▸ **Exercise**: Please reproduce the data below exactly, from the first line through the line containing "inset:0; background:#e8b7e4; transform-origin:0", and leave every later line out.

▸ **Available data**:
=== Section Start ===
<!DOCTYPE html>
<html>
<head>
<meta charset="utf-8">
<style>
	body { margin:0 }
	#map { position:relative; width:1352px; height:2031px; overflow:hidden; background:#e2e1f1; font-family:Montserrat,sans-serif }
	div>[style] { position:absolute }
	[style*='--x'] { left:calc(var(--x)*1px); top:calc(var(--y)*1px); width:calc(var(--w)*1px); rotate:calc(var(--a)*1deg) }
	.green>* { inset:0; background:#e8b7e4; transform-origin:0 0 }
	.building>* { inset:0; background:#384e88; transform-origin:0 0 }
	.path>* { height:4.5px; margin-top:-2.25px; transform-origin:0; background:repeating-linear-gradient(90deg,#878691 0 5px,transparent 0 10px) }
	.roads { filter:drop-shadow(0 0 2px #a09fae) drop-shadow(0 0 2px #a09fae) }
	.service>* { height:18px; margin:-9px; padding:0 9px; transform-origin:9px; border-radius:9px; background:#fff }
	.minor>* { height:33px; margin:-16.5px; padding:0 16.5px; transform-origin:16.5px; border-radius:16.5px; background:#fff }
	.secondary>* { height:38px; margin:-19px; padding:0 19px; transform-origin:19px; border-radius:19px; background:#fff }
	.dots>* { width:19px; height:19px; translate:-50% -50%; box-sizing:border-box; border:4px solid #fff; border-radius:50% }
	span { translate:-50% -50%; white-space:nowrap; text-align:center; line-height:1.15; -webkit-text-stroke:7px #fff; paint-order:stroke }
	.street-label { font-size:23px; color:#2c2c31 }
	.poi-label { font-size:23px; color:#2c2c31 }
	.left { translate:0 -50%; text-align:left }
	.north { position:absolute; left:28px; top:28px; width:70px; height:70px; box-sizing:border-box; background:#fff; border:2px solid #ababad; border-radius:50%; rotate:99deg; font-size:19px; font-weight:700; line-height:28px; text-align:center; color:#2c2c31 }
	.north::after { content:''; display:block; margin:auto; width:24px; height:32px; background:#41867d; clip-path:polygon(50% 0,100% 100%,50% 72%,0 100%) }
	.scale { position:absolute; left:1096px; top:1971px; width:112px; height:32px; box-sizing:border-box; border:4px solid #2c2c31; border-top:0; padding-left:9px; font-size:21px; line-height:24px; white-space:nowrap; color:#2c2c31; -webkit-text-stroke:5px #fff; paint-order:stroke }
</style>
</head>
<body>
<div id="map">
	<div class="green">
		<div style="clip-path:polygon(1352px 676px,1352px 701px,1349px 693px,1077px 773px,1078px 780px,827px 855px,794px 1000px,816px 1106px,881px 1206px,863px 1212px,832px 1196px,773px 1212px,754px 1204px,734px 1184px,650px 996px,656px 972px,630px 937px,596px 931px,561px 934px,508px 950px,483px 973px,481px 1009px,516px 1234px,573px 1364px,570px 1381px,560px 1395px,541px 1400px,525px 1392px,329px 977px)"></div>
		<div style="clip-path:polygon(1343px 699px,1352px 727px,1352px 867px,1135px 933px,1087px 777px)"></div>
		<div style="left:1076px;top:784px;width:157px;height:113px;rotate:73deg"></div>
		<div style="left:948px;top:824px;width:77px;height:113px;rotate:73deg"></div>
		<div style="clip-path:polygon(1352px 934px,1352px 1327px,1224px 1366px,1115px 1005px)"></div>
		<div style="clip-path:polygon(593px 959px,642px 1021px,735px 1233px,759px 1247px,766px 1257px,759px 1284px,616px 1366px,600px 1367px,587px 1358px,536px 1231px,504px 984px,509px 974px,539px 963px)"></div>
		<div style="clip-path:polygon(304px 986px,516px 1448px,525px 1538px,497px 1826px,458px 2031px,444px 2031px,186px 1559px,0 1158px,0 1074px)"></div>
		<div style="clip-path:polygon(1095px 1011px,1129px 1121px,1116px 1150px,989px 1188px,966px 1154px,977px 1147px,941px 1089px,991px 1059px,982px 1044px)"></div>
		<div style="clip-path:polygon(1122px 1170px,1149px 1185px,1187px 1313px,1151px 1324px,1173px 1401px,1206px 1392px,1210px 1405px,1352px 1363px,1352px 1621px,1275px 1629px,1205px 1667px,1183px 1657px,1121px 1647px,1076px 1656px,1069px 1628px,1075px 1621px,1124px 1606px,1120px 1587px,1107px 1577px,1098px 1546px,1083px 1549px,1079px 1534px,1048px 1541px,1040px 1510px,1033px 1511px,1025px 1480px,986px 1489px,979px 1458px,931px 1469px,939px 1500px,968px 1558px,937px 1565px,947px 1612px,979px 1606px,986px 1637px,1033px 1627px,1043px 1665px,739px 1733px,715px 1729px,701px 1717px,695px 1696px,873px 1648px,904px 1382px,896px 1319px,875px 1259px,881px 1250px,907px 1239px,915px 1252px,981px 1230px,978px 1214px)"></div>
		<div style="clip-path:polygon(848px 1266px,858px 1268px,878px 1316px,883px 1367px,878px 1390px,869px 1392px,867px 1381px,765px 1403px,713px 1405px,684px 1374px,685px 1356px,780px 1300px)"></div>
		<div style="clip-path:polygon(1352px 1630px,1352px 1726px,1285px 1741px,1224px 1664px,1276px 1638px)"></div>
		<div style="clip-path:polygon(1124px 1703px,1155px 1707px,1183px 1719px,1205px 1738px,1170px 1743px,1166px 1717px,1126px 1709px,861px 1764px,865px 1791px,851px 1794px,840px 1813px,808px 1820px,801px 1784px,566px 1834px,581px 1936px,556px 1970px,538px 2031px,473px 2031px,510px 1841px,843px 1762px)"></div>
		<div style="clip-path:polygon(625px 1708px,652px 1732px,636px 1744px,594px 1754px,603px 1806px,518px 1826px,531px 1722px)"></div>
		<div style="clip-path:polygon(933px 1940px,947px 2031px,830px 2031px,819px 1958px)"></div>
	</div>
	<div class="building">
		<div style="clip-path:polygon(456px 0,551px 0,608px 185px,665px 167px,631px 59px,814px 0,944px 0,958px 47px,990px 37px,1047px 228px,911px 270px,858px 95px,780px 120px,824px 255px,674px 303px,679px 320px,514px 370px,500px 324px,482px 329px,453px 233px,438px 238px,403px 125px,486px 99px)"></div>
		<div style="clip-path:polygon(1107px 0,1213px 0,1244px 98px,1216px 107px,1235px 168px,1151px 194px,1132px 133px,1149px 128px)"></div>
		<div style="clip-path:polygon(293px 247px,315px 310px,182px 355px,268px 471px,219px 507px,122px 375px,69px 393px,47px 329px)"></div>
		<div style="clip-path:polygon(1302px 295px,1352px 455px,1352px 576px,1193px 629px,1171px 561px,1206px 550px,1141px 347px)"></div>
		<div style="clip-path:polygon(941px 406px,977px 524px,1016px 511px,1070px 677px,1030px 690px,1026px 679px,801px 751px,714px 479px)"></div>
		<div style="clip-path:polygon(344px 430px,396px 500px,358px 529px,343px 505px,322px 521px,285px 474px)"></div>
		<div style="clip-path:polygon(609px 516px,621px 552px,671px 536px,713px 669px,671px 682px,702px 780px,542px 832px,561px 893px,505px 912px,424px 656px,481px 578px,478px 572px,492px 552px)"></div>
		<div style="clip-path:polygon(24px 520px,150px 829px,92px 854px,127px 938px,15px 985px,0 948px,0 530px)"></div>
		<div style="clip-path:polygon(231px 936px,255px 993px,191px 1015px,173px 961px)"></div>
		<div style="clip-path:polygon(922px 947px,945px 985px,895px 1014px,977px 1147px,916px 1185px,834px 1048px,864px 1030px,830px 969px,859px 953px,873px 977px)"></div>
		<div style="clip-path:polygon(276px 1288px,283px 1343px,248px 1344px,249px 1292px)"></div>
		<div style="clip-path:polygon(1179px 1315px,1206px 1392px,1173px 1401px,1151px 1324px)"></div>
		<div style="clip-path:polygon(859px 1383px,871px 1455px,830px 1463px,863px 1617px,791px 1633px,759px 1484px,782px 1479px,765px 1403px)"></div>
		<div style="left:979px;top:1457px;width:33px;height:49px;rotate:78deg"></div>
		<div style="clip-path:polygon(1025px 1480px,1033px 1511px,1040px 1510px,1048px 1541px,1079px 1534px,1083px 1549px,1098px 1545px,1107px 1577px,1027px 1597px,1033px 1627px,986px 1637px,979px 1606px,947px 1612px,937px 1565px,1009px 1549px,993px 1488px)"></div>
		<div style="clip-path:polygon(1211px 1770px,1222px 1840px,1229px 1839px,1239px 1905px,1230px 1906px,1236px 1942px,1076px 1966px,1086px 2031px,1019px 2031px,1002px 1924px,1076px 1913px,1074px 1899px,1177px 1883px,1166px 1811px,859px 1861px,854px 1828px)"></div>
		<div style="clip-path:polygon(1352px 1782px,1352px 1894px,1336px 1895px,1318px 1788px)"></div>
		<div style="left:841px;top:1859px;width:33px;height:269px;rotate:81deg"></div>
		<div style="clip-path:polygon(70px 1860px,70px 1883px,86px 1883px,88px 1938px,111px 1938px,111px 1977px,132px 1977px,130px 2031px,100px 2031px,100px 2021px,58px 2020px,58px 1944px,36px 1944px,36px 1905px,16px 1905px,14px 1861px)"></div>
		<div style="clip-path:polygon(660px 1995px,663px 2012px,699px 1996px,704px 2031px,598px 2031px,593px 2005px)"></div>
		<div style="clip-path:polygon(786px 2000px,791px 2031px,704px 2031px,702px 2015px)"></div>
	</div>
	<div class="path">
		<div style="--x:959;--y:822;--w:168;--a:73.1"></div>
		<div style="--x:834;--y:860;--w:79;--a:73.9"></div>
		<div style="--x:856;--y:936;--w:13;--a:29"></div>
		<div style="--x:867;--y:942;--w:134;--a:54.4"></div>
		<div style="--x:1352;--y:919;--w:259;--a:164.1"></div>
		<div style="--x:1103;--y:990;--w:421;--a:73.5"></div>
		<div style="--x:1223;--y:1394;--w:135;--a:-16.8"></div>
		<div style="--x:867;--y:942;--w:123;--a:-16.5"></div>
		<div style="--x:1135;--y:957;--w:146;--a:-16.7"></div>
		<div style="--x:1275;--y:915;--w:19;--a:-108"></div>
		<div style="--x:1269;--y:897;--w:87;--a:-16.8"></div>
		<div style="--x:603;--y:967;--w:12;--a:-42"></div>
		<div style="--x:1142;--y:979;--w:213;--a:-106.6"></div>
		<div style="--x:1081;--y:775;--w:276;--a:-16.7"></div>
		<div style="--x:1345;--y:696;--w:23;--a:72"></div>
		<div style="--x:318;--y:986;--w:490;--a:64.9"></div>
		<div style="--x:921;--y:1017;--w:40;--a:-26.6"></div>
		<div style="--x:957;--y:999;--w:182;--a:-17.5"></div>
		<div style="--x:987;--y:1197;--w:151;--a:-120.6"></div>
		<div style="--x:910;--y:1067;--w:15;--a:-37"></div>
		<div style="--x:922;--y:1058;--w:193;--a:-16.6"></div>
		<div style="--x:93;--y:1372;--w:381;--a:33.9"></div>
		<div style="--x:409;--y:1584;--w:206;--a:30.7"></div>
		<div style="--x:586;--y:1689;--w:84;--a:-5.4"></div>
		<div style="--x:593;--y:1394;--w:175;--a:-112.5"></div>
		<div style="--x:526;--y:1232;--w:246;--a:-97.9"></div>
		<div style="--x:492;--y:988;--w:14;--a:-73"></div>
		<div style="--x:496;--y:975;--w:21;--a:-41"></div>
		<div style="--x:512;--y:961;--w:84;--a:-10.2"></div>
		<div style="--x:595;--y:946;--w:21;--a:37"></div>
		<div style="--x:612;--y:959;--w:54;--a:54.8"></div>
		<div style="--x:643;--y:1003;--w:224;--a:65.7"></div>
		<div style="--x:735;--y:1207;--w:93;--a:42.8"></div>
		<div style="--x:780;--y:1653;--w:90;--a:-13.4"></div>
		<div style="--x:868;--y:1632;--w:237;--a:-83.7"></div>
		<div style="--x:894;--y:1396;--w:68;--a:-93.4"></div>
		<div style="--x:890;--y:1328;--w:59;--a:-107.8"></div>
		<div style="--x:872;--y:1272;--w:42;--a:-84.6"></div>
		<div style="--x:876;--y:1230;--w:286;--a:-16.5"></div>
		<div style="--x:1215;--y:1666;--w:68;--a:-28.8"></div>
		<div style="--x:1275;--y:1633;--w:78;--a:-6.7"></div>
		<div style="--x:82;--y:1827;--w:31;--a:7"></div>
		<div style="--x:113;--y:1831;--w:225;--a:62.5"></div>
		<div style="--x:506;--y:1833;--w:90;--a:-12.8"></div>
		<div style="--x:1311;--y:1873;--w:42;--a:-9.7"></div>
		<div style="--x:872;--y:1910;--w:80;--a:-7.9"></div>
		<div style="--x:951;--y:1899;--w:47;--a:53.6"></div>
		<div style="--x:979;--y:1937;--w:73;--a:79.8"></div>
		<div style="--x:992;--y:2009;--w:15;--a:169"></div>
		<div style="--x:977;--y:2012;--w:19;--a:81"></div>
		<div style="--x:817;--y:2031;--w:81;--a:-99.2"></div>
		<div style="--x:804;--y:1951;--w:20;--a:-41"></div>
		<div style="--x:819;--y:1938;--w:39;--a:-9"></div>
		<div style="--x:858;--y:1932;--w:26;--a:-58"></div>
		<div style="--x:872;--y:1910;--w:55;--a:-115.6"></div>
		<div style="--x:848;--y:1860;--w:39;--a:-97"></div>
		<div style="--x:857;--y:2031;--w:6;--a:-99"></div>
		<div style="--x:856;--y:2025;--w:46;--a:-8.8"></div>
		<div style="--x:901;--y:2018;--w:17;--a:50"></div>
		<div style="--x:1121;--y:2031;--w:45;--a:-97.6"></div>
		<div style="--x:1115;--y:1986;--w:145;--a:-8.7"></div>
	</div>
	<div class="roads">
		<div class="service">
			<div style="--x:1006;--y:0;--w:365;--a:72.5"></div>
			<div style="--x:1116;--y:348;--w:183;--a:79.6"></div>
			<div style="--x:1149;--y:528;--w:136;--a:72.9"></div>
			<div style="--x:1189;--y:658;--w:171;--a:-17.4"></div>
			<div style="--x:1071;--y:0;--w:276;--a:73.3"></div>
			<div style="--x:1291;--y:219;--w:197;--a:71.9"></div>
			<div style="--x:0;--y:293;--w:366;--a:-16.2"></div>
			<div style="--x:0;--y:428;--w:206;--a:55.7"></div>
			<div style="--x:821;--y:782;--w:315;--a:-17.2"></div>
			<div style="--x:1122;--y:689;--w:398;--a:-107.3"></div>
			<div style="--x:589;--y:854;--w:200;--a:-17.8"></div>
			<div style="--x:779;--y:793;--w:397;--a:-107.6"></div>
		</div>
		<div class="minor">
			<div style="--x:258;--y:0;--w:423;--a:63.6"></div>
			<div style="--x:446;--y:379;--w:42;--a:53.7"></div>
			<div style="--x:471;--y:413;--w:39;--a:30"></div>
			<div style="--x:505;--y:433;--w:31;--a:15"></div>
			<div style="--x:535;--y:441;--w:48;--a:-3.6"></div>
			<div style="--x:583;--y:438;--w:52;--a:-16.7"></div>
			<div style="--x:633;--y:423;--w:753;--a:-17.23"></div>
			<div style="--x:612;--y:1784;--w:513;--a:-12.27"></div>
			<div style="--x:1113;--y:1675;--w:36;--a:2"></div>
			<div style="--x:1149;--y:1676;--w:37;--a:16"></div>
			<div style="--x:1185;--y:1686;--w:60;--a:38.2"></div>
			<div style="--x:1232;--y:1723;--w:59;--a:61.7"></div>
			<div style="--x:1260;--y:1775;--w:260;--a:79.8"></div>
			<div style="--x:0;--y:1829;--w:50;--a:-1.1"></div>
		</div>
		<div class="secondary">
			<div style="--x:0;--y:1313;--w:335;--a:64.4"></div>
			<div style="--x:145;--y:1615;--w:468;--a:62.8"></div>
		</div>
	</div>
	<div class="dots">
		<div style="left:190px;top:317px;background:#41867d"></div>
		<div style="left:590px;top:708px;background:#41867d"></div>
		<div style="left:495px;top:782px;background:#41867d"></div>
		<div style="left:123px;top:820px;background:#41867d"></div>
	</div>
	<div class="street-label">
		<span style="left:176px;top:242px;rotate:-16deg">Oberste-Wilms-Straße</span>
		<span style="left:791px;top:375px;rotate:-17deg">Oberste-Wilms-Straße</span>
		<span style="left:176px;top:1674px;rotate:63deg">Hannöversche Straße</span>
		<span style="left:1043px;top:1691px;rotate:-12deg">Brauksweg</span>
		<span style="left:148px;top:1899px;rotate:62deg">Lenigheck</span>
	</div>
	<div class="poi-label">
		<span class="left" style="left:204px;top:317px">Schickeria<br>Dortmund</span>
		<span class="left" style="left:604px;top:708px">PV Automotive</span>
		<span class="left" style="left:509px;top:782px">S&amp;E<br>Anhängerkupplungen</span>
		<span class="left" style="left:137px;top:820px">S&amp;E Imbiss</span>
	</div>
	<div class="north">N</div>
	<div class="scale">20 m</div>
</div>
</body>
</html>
=== Section End ===
▸ **Solution to the exercise**:
<!DOCTYPE html>
<html>
<head>
<meta charset="utf-8">
<style>
	body { margin:0 }
	#map { position:relative; width:1352px; height:2031px; overflow:hidden; background:#e2e1f1; font-family:Montserrat,sans-serif }
	div>[style] { position:absolute }
	[style*='--x'] { left:calc(var(--x)*1px); top:calc(var(--y)*1px); width:calc(var(--w)*1px); rotate:calc(var(--a)*1deg) }
	.green>* { inset:0; background:#e8b7e4; transform-origin:0 0 }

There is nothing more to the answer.